* _Exercise requirements_
Filter the entries below, keeping only lines with "ROAD".

* _Stored data_
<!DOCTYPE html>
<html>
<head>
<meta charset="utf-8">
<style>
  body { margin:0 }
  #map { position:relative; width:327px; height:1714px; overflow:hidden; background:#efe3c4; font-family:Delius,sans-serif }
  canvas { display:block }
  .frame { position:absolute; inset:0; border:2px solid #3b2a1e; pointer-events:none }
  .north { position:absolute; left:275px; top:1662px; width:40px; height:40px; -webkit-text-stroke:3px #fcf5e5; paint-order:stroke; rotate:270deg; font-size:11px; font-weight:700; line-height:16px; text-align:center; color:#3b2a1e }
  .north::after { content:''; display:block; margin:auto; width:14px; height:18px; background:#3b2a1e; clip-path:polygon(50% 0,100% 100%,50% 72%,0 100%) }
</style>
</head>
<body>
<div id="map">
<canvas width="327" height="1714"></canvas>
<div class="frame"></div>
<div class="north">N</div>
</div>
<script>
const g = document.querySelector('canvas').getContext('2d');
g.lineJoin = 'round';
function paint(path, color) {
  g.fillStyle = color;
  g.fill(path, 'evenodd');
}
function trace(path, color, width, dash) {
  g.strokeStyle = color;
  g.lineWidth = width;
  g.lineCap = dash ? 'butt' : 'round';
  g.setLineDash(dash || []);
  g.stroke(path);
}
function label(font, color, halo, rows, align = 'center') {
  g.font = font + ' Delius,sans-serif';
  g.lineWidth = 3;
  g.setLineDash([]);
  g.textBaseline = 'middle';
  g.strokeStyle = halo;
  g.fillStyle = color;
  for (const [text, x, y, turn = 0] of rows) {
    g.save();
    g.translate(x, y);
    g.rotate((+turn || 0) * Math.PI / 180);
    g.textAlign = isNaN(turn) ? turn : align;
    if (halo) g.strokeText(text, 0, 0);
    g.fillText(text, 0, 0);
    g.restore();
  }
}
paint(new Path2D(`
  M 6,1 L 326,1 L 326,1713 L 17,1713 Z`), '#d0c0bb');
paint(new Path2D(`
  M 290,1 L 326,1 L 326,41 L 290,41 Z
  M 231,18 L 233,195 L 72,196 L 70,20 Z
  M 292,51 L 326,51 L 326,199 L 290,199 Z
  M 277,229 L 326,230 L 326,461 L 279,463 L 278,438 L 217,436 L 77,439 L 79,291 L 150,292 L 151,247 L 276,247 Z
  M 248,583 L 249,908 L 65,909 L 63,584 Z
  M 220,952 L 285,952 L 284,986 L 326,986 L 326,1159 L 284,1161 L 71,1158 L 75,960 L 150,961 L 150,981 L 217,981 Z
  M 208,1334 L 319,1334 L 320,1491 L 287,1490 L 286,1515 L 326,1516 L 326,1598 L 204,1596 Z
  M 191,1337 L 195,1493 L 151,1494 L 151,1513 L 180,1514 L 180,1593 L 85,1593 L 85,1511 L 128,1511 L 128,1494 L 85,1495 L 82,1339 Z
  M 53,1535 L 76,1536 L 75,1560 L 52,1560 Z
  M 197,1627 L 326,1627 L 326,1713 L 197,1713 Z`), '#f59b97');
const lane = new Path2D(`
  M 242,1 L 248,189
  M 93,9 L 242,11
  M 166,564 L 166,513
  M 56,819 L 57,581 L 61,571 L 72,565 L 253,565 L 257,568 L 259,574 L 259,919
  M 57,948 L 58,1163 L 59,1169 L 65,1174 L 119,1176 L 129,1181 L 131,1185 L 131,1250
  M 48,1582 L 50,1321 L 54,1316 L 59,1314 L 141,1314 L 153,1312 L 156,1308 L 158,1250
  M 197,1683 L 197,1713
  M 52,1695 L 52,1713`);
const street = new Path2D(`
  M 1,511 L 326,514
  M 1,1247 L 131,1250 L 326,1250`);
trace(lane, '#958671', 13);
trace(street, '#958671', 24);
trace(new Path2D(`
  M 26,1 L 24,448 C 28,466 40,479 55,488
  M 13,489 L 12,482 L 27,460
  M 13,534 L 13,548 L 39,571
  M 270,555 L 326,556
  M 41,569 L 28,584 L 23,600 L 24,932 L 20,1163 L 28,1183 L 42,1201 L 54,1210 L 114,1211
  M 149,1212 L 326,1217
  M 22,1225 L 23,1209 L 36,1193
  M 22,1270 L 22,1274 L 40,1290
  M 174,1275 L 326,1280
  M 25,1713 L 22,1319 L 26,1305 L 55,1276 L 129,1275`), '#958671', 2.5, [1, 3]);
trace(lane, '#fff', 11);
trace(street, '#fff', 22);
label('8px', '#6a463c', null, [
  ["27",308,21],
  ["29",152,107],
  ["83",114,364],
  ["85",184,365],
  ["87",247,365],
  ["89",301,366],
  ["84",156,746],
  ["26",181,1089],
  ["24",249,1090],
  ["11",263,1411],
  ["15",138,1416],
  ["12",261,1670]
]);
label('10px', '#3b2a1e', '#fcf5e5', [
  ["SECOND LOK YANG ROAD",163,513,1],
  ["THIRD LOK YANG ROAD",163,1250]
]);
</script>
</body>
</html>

* _Solution to the problem_
  ["SECOND LOK YANG ROAD",163,513,1],
  ["THIRD LOK YANG ROAD",163,1250]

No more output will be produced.